Lawn & Landscape: What are seed prices looking like this year compared to last?
Aaron Kuenzi, executive vice president, Mountain View Seeds: Other than poa trivialis, prices will remain at similar levels as they were in the spring. Compared to 12 months ago that means tall fescue is up about 10 percent, perennial ryegrass is down about 4 percent and Kentucky bluegrass and fine fescues are about the same.
Bo Lacy, production manager, Barenbrug USA: Annual ryegrass has no change, perennial ryegrass is down 1 cent, tall fescue is up .095 cents and bluegrass has no change.
Russ Hayworth, national business development, Pure Seed: Pricing on turf-type tall fescue is higher than last season as inventories are tight and demand remains constant. Perennial ryegrass pricing is stable compared to last season as we continue to work through last year’s production carryover.
Chris Claypool, Jacklin Seed by Simplot: Prices will be similar to last season, but could be higher on tall fescue and some bluegrasses.
L&L: What does the carryover stock look like right now?
AK: The industry has very limited tall fescue, fine fescues and Kentucky bluegrass carryover. There’s an adequate carryover of perennial ryegrass.
BL: Very little carryover for annual ryegrass and tall fescue, some carryover of bluegrass and 130 million pounds of perennial ryegrass.
RH: Kentucky bluegrass is in short supply due to poor harvest conditions and low yields from last year’s production. We are experiencing strong demand for Kentucky bluegrass as customers are realizing the versatility of improved varieties and an expanded growing area. Fine fescue markets remain strong and we are seeing a rise in their usage and applications when mixed with other species of cool season grass seed.
CC: Only perennial ryegrass has carryover. All other species were sold out or only poor quality remained.
L&L: What does production look like right now? Is there an abundance of any particular species?
AK: We are about two weeks from getting solid production numbers for this year’s crop but at the moment production looks pretty stable to slightly less than average due to our dry, warm May and June weather. However, acres of most species are similar if not higher than last year, so total production should be adequate.
BL: Production looks to be normal. There’s an abundance of perennial ryegrass.
RH: This year’s production is progressing nicely and slightly ahead of schedule. Initial reports indicate yields are coming in slightly below average for every species.
CC: The only surplus has been perennial ryegrass. But the costs have not declined, so prices should be similar to last season. Other grass species are in strong demand and prices are the same or slightly higher.
L&L: Do you predict a significant change in the future for any particular species?

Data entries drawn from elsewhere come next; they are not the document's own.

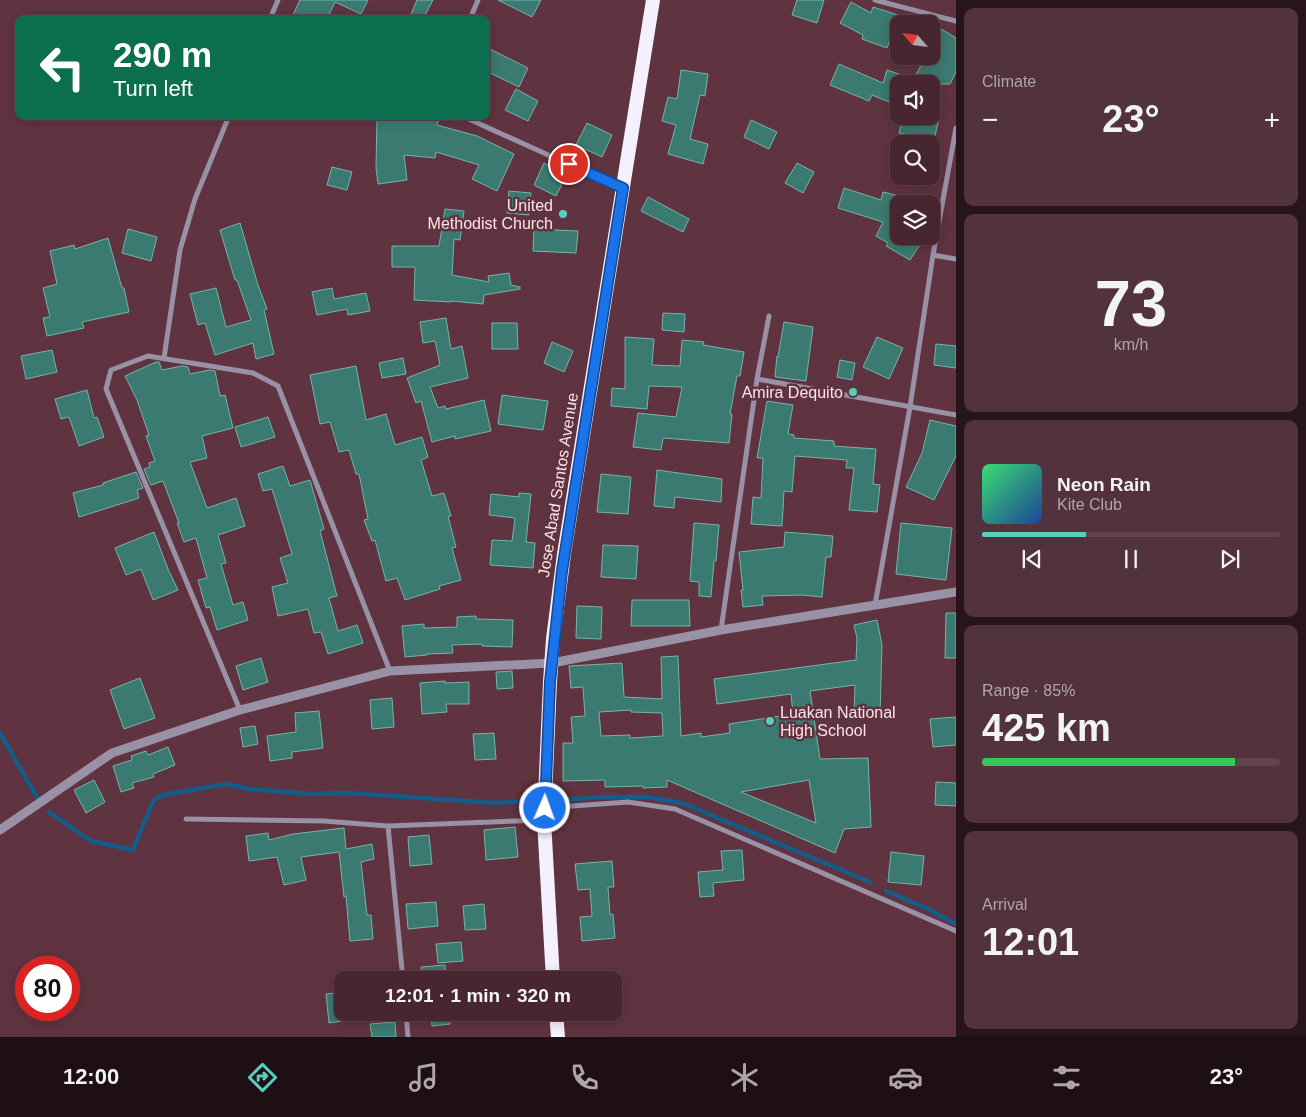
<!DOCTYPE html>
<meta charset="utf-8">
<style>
:root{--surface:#482630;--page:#52323c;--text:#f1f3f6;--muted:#b1a5ab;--line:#60434c;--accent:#5acebd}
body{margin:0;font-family:Arial,sans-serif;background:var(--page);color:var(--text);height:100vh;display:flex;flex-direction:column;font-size:19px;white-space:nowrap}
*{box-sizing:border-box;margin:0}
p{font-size:16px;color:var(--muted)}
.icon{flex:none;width:28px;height:28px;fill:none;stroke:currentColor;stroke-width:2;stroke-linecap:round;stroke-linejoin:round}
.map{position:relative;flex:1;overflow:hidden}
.sheet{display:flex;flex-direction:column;gap:8px;padding:8px;background:#28151a;width:350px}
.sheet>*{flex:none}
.hud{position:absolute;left:15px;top:15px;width:475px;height:105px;border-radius:10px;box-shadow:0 2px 12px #0003,0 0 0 1px var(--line);background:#0b6e4f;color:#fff;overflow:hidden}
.needle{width:32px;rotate:298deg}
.fabs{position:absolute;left:890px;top:15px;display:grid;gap:10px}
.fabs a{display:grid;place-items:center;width:50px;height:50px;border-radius:10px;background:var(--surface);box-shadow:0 2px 12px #0003,0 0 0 1px var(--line);font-size:25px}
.speed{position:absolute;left:15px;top:956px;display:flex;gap:10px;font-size:25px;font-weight:700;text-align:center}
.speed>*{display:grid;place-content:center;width:65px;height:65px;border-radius:50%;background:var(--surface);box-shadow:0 2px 12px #0003,0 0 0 1px var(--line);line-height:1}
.speed .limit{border:8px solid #d22;background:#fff;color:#111}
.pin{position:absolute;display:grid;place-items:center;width:42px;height:42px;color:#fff;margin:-21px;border:2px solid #fff;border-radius:50%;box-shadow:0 1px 5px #0007}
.me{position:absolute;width:55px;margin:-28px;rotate:2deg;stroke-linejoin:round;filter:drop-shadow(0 0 4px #0008)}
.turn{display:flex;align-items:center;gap:18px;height:105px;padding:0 15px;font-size:22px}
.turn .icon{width:65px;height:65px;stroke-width:2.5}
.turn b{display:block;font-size:35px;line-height:42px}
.big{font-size:38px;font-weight:700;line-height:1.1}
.sheet .widget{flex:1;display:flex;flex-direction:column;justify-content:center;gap:8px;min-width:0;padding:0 18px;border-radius:10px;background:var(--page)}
.sheet .dial{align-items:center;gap:0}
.dial b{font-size:65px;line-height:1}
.song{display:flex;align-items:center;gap:15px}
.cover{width:60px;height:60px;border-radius:8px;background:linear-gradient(135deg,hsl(140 70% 55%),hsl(220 70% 35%))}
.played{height:5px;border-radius:2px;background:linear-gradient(90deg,var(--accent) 35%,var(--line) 35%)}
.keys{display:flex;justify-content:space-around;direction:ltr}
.heat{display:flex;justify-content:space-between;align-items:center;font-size:28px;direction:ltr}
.charge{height:8px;border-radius:4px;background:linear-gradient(90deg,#34c759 85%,var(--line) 0)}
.trip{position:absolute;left:334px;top:971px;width:288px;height:50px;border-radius:10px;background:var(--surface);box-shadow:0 2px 12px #0003,0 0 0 1px var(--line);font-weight:700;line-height:50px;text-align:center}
.menu{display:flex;height:80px;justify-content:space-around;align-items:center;background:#1d0f13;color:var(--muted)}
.menu .icon{width:35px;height:35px}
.menu .on{color:var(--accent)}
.menu b{font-size:22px;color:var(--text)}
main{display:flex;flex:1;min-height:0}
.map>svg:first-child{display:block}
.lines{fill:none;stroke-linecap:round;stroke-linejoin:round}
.stream{stroke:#145d8b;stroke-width:4.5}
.building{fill:#3b7a71;stroke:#75b5aa;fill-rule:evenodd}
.minor{stroke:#9991a5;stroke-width:5}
.tertiary{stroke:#9991a5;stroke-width:9}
.trunk{stroke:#f5f0fd;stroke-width:14}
.route-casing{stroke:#114b97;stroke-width:12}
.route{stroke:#1a73e8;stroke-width:9}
.poi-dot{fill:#5acebd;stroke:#603340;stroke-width:2}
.labels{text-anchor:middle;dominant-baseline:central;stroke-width:5;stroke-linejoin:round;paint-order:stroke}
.poi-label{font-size:16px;fill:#ffe1e8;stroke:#603340;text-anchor:end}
.street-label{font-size:16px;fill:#ffe1e8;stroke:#603340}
</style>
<main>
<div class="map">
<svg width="956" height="1037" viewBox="0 0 956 1037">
<rect width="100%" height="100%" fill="#603340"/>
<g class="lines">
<path class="stream" d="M0,733l38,66
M564,800l36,-3h48l34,6 188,79
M49,812l42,29 42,9 20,-49 10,-6 63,-11 22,5 63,5 38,-1 146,10 34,-2
M886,891l40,17 30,16"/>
</g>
<path class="building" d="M300,0h68l-7,14 -26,-12 -8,17h-36z
M417,0h16l-10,19h-14z
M498,0h43l-9,17z
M797,0h27l-7,23 -25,-8z
M851,2l20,11 2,-6 25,8 -11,33 -25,-9 1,-4 -23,-12z
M941,29l15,9v34l-6,12h-39l15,-28h5v-26l7,4z
M486,47l42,21 -9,19 -33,-16z
M839,64l44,19 4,-13 12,4v32l-27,-11 -3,6 -39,-16z
M681,70l27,4 -3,22 -5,-1 -10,44 18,5 -5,20 -35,-10 8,-29 -14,-4 6,-24 9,2z
M516,89l22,12 -10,20 -23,-11z
M420,116h20l-3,9 40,11 37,18 -17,37 -25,-12 7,-14 -43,-13 -1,6 -31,-3 3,25 -29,4 -2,-16 1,-51z
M903,116h26l10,3 -6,25h-30l2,-10 -6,-1z
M751,120l26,12 -8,17 -25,-12z
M587,123l25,12 -10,22 -26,-12z
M544,163l23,11 -11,22 -22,-11z
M797,163l17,9 -11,21 -18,-10z
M332,167l20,5 -5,18 -20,-5z
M844,188l37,12 2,-8 16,4v40h11l11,7 -11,17 -24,-14 2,-3 -12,-7 7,-14 -45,-14z
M509,191l22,2 -2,22 -22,-2z
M648,197l41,22 -6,13 -42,-21z
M445,209l19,2 -4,29 -6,-1 -2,36 37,7 -1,-6 21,-3 2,12 9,2v2l-36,6 -1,9 -32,-3v1l-37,-2 1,-33h-23v-21h47z
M240,223l18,62 9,24 -3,1 10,44 -18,5 -3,-16 -38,12 -10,-32 -7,2 -8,-31 26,-6 10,39 25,-7 -14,-40h-2l-15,-50z
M128,229l29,8 -6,24 -29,-8z
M534,229l44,2 -2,22 -43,-2z
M108,238l14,50h2l5,24 -47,10 2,6 -37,8 -4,-18 7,-1 -7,-29 14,-4 -7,-33 24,-6 1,4z
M332,288l2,11 32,-6 4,18 -22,4 -1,-6 -30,6 -5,-23z
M663,313l22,1 -1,18 -22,-2z
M446,318l5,31 11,-3 6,32 -38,9 8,21 7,-2 1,3 38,-9 7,31 -36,8v-3l-23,6 -11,-41 -5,2 -9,-25 33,-13 -5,-24 -12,2 -3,-21z
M784,322l29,5 -7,54 -31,-4 2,-21 1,1z
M492,323h25l1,26h-26z
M625,337l29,2 -2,26 28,1 2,-26 22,2 -1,3 41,7 -4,24h-3l-7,38h2l-3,29 -66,-5 -2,12 -28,-3 5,-34 38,4 6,-30 -33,-1 -2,23 -36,-3 1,-18 13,1z
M877,337l26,11 -14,31 -26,-12z
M552,342l21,9 -9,21 -20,-9z
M936,344l20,2v22l-22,-3z
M52,350l5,22 -31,7 -5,-23z
M403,358l3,16 -24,4 -3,-15z
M840,360l15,3 -3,17 -15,-3z
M156,362h3l3,8 20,-4 6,1 2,7 19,-4 6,1 5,25 5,-1 8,33 -31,8 5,22 -17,4 17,46 29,-10 9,28 -27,9 8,28 -5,1 12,41 10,-3 5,18 -31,10 -7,-23 -4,1 -8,-28 9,-2 -11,-40 -12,4 -7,-19h2l-16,-42 -12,4 -7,-16 6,-2 -1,-4 6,-2 -9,-25 3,-1 -12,-35 -12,-24z
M356,366l10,54 20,-6 9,31 27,-8 6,20 -7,3 11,36 12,-3 7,23h-3l8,31 -4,1 9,32 -22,6 1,3 -35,11 -8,-22 -11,3 -11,-41 -3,1 -8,-21 4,-1 -9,-45h-3l-7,-24 -10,2 -9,-30 -10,2 -10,-49z
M87,390l7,28 3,-1 7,20 -25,9 -10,-29 -8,2 -6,-20z
M502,395l46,6 -5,29 -45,-6z
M767,401l26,4 -5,29 6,1v3l40,3v5l42,3 -3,35 7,1 -3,27 -28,-2 5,-42h-8l1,-8 -52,-4 -3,36 -8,-1 -2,35 -31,-2 2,-27 8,1 2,-40h-6z
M268,417l7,20 -34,10 -6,-20z
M930,420l26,6v30l-22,44 -28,-13 16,-34z
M283,466l7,20 20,-6 14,49 -4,2 17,65 -8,2 9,33 19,-6 6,18 -35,11 -7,-22 -7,1 -6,-24 -30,7 -6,-29 16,-4 -8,-25 12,-4 -20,-65 -9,2 -5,-17z
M657,470l65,9 -1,23 -46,-5 -1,11 -20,-2z
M136,472l7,16 -6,2 2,8 -60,19 -6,-24 30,-8v-2z
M601,474l30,3 -3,37 -31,-2z
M519,493l12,1 -5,48 9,1 -2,25 -43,-3 2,-25 20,1 3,-23 -26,-3 2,-21 28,3z
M694,523l25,2 -3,36h-2l-3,36 -12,-1v-14l-9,-1z
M901,523l51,5 -6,52 -50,-6z
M154,532l14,37 10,21 -25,10 -12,-31 -15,6 -11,-27z
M785,532l48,4 -2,21h-5l-4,40 -20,-2 -40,1 1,9 -20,2 -2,-17h2l-4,-38 45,-5z
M603,545l35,1 -2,33 -35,-2z
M632,600h57l1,26h-59z
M577,606l25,1 -1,32 -25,-1z
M946,613h10v45h-11z
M476,616v3l37,1 -1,27 -30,-1v-2l-30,1 1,8 -26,1v1l-22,2 -3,-31 22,-2v4l33,-1v-10z
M877,620l5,25 -2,69h-26l1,-29 -45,6 10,68 48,-1 3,69 -27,2 -9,24 -168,-73v7l-24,1v-2l-38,1v-7l-42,1v-38h10l-2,-26 14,-1 -2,-29 -12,1 -2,-22 53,-3 2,34 38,2 -1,-42 17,-1 3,80 20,-3v4l29,-4 -1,-9 64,-10 -2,-20 -74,10 -3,-25 142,-19 1,-22 -3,-13zM631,710v2l31,1 1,23 -33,2v-3l-29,1 -2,-24zM809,780l7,43 -75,-31z
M261,658l7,24 -25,8 -7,-24z
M512,671l1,17 -16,1 -1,-17z
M140,678l15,40 -31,11 -14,-39z
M445,681v2l24,-1v22h-23l1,8 -25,2 -2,-31z
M392,698l2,29 -22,2 -2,-29z
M319,711l4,37 -31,4v6l-22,3 -3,-25 29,-4 -1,-19z
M956,717v28l-23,2 -3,-28z
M255,726l3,18 -15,3 -3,-19z
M494,733l2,26 -21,1 -2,-26z
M168,747l7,18 -22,9 1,3 -22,6 2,5 -13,4 -8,-26 19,-6 -1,-4 15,-5 2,4z
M94,780l11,22 -19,11 -12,-23z
M936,782l20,1v23l-21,-1z
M515,827l3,30 -32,3 -2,-30z
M344,828l2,21 26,-5 2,15 -13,3 6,53h4l2,24 -23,2 -4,-45 -2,1 -5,-45 -38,5 5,23 -22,5 -7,-28 -28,4 -3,-25 22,-3 1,7 24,-6z
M429,835l3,29 -22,2 -2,-29z
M742,850l2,30 -31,3 1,13 -14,1 -2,-25 25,-2 -2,-19z
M891,852l33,4 -3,29 -33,-3z
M612,861l2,26h-6l2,28 3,-1 2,24 -33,3 -2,-24 12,-1 -2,-27 -12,1 -3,-26z
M436,902l2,24 -30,3 -2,-25z
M484,904l2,25 -21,1 -2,-24z
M461,942l2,19 -25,2 -2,-19z
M445,965l1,15h-24l-1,-13z
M342,992v29l-13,2 -3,-29z
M431,1012h18l1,12 -18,2z
M395,1022l1,15h-24l-2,-13z"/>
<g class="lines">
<path class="minor" d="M875,0l81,21
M270,19l8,-19
M470,19l8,-19
M462,116l159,72
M933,255l23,4
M164,358l16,-108 15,-51 34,-83
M757,379l199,36
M875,605l35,-198 23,-152 23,-127
M721,630l36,-251 12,-63
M240,710l-134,-321 5,-19 37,-14 105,17 25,13 112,285
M545,808l83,-6 47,7 281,122
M186,819l138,2 64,5
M403,980l-15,-154 155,-6
M406,1012l2,25"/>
<path class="tertiary" d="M0,830l112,-77 128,-43 150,-39 162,-8 169,-33 235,-38"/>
<path class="trunk" d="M553,980l-9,-160 6,-138 3,-43 11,-85 89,-554
M556,1012l2,25"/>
</g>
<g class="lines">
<g class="route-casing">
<path id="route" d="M545,808l5,-126 12,-111 61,-383 -54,-24"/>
</g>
<use href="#route" class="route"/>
</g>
<g class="poi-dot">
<circle cx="563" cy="214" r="5"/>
<circle cx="853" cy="392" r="5"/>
<circle cx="770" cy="721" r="5"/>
</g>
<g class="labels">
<g class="poi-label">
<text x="553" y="205">United<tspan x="553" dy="18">Methodist Church</tspan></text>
<text x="843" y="392">Amira Dequito</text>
<text x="780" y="712" text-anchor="start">Luakan National<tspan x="780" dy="18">High School</tspan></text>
</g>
<g class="street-label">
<text transform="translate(558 485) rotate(-81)">Jose Abad Santos Avenue</text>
</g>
</g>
</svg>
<div class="fabs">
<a><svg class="needle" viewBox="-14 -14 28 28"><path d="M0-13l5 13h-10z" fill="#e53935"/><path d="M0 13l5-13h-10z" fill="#b1a5ab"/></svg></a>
<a><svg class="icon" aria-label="sound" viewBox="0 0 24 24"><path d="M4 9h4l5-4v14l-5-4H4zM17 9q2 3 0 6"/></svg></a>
<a><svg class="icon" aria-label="search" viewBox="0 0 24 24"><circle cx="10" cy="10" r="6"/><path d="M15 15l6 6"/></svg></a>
<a><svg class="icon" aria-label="layers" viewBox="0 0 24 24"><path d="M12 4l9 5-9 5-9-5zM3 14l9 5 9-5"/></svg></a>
</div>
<div class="speed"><div class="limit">80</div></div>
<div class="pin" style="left:569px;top:164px;background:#d93025"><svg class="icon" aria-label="arrive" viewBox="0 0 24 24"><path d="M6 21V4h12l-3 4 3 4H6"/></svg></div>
<svg class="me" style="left:545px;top:808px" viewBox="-20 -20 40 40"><circle r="17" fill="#1a73e8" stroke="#fff" stroke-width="3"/><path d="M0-11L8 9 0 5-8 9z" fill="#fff"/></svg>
<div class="trip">12:01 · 1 min · 320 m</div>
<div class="hud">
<div class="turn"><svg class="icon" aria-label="left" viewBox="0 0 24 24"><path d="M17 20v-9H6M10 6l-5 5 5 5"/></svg><div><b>290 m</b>Turn left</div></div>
</div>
</div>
<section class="sheet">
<div class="widget"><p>Climate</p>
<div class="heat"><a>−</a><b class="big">23°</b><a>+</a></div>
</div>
<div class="widget dial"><b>73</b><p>km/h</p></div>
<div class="widget">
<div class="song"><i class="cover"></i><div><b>Neon Rain</b><p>Kite Club</p></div></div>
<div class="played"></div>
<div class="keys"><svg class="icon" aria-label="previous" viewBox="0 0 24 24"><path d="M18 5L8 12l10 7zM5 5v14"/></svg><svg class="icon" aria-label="pause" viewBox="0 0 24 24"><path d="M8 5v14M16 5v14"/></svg><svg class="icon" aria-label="next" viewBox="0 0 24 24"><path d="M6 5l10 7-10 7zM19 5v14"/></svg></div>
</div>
<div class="widget"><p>Range · 85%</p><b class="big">425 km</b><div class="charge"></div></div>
<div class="widget"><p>Arrival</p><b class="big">12:01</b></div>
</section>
</main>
<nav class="menu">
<b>12:00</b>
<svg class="icon on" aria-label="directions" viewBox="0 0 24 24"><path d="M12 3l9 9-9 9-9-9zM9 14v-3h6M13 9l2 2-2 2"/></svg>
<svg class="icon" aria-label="music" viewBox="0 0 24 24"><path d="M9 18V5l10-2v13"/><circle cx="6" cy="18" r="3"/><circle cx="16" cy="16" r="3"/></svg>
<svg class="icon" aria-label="phone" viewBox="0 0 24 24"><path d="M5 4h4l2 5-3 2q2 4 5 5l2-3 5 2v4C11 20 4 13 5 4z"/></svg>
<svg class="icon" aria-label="climate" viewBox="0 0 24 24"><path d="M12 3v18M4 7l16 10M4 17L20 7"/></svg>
<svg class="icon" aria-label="car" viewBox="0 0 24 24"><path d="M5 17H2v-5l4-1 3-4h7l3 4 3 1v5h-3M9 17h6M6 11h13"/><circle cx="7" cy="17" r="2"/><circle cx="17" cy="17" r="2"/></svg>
<svg class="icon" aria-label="filters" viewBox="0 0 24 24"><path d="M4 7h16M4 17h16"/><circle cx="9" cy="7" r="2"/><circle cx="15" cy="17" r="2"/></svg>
<b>23°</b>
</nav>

AK: Not sure if we see any significant changes, but (we) do see trends that will continue. Tall fescue continues to grow in market share replacing perennial ryegrass and Kentucky bluegrass in the northern regions.
BL: Not at this time.
RH: Cool season grass seed species are being bred and developed to enhance traits related to drought, disease, salt and traffic tolerances. Those traits are all important in our efforts to provide a better footprint and lower the inputs on our environment.
CC: For higher quality bluegrass and tall fescue, the prices must increase. Fine fescues will struggle more in production. Bermuda seed production has more competition now too with other crops for water.